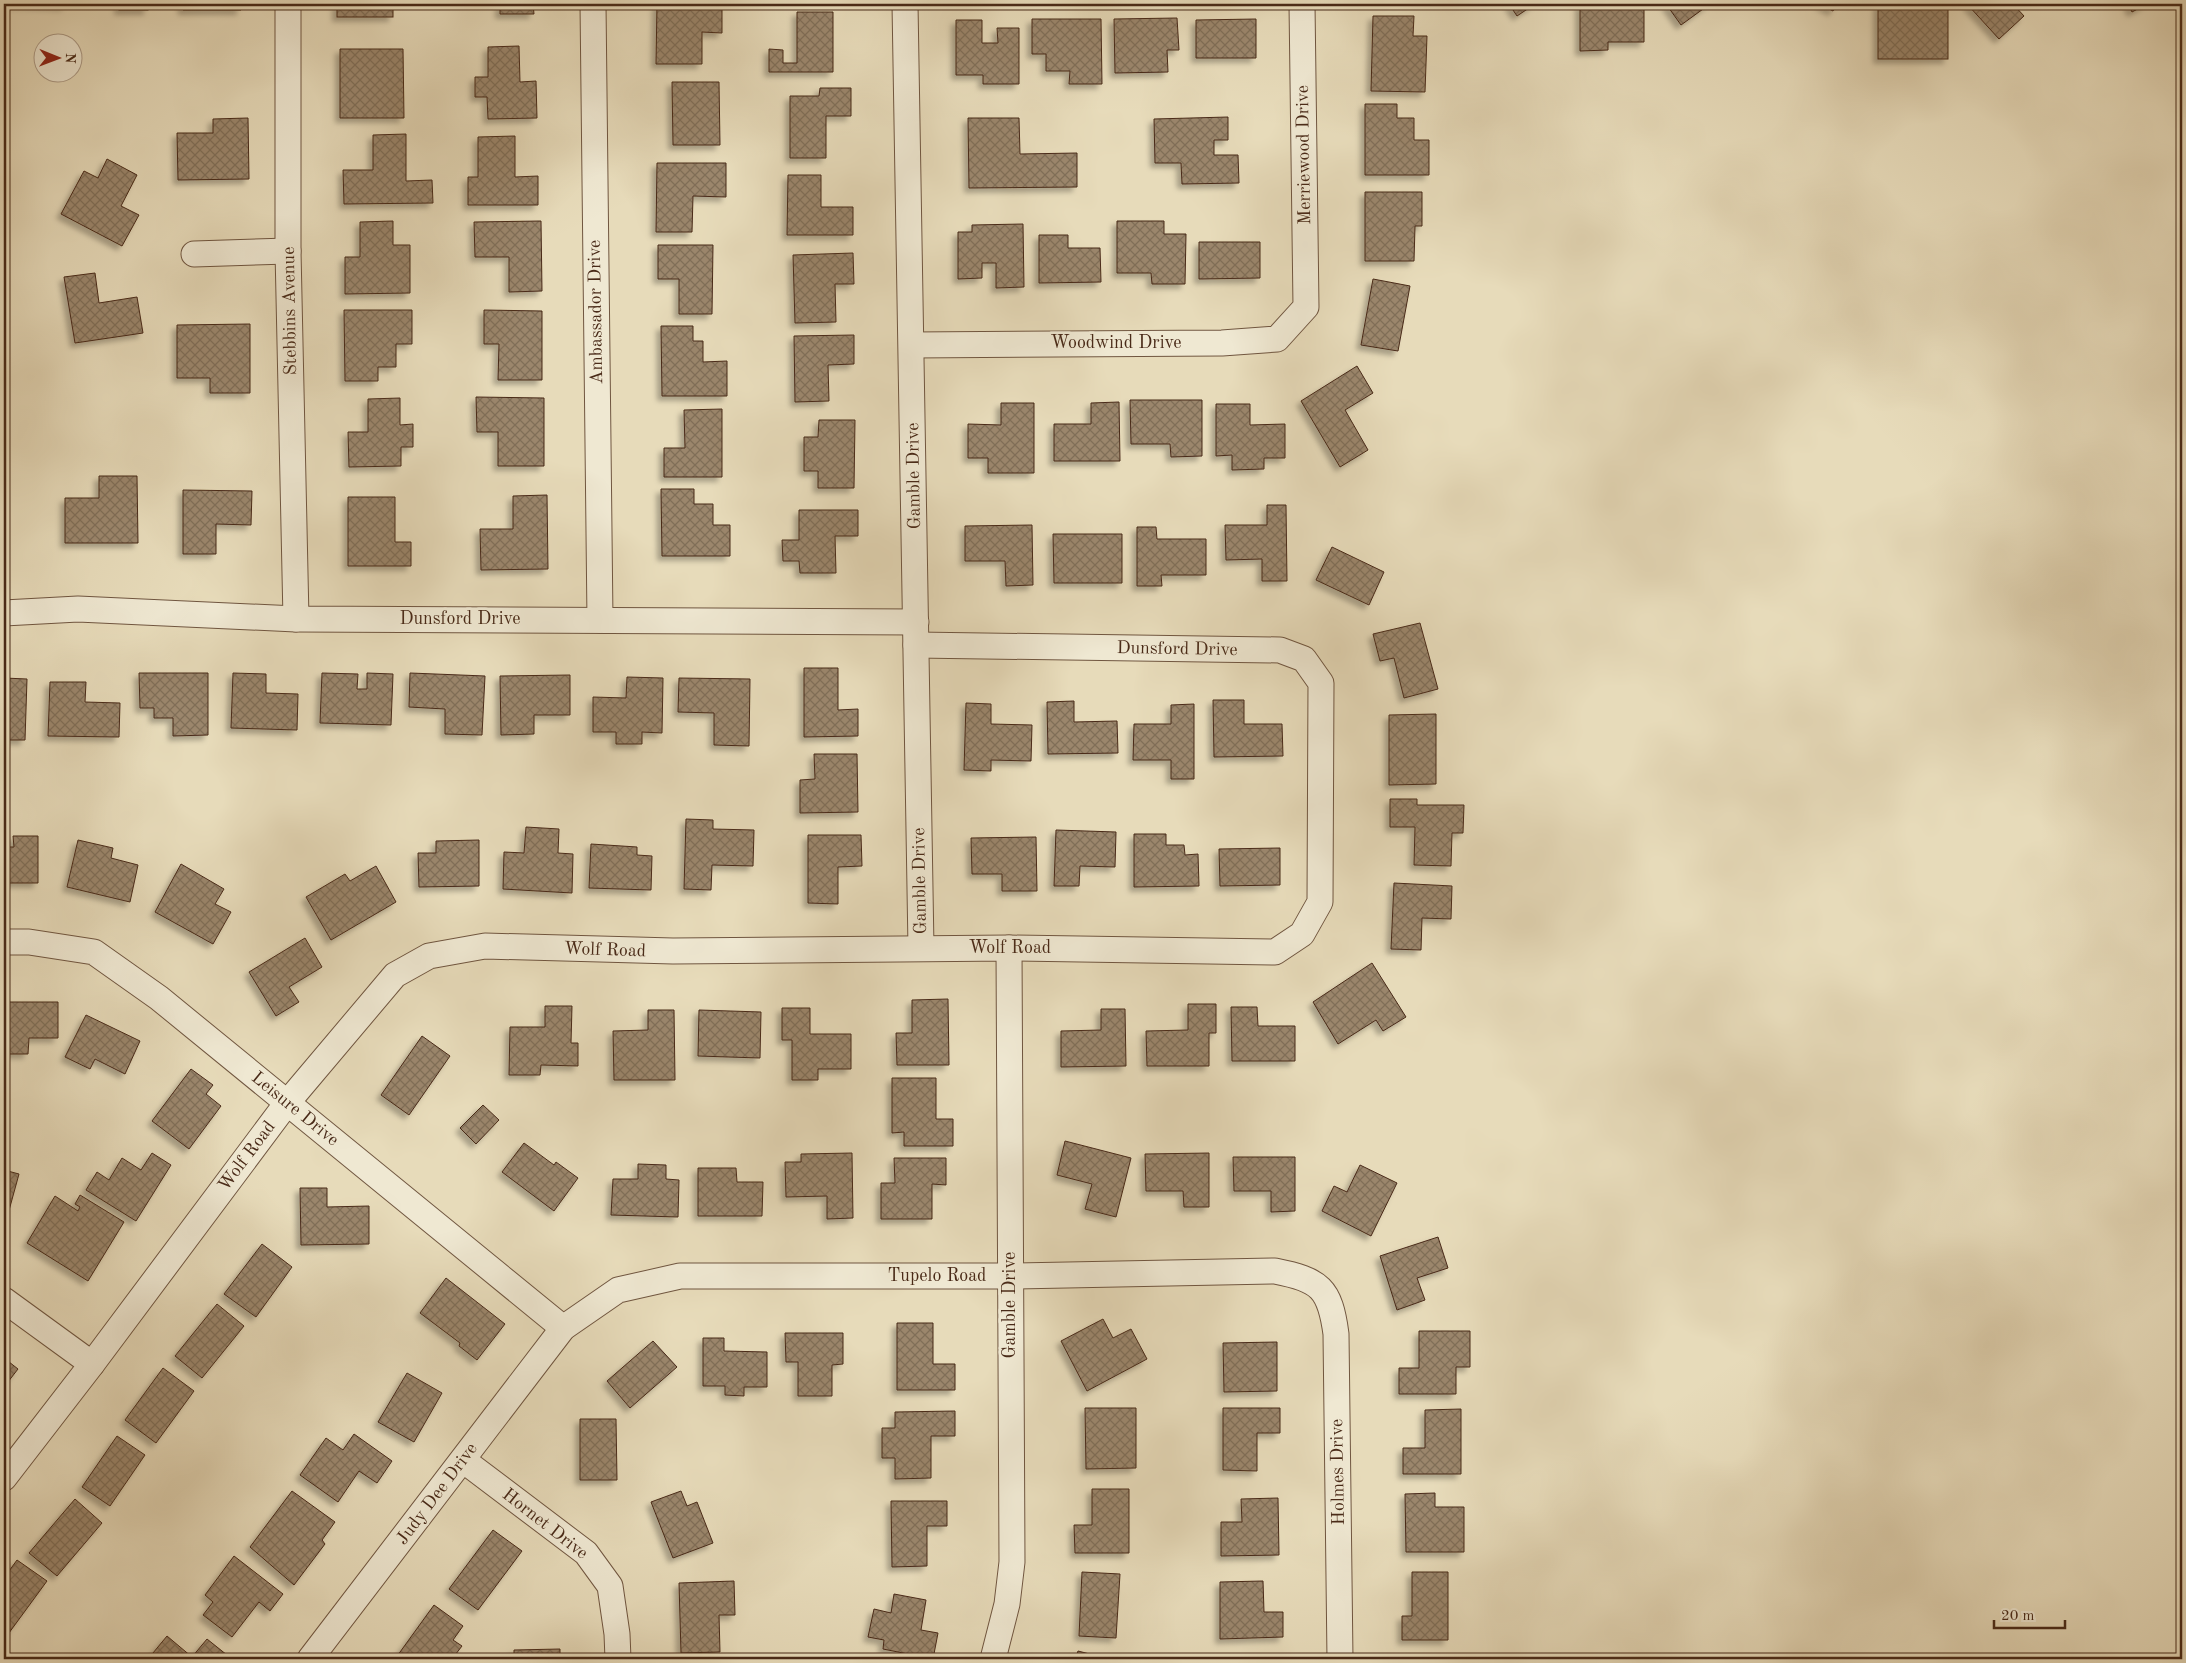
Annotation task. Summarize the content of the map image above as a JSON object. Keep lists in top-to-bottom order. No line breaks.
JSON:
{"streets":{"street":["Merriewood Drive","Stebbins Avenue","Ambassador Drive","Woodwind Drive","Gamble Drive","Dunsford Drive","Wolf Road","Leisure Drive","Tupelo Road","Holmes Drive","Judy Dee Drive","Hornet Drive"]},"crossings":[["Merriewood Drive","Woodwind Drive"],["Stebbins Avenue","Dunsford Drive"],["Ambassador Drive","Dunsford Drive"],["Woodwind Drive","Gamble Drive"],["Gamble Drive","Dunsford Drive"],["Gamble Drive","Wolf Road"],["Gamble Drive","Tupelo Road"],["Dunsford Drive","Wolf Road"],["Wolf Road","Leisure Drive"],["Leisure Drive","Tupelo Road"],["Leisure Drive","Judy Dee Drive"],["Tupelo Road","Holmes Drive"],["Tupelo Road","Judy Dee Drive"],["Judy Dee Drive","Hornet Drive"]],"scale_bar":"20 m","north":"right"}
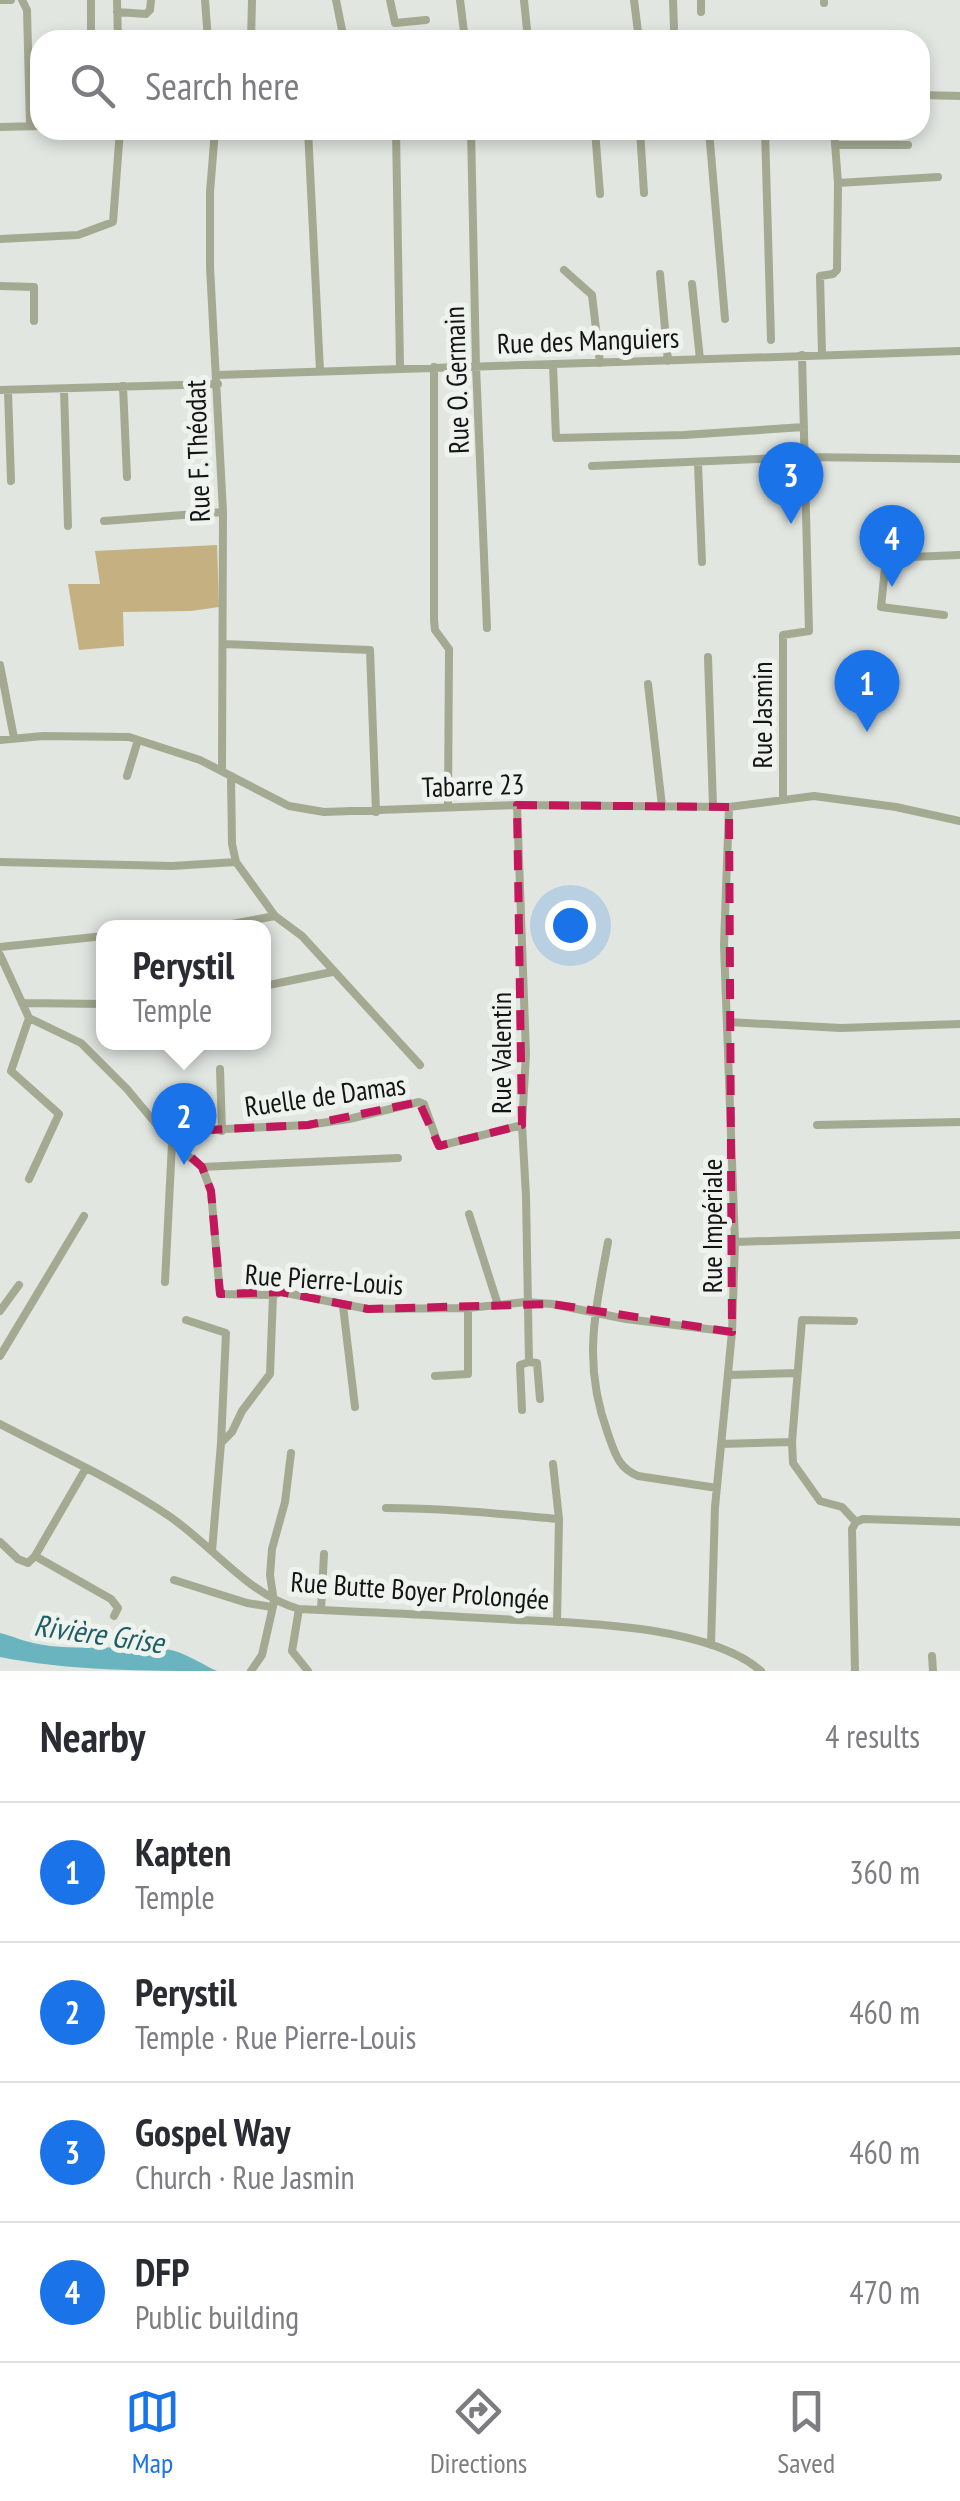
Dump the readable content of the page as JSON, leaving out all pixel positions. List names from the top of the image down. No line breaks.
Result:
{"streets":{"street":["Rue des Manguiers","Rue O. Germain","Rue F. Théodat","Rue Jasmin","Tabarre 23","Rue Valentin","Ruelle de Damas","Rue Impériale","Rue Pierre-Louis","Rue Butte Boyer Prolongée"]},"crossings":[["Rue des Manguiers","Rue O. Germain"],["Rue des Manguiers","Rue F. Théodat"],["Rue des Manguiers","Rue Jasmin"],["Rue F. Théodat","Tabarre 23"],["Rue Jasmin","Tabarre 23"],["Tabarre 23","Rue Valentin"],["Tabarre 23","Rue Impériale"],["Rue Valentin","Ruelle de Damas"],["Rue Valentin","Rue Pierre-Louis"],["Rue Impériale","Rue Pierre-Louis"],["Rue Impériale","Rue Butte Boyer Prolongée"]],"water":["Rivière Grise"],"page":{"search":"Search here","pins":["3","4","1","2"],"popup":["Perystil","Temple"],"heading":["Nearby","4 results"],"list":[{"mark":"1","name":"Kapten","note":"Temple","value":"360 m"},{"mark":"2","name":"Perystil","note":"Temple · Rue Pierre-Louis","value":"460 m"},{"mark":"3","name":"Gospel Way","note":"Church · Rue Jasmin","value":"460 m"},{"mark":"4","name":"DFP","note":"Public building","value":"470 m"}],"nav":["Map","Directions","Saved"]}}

◆ BRIEF ◆
Scan the material above for lines holding "image" and copy each of them.

◆ THE ANSWER ◆
Annotation task. Summarize the content of the map image above as a JSON object. Keep lists in top-to-bottom order. No line breaks.
Dump the readable content of the page as JSON, leaving out all pixel positions. List names from the top of the image down. No line breaks.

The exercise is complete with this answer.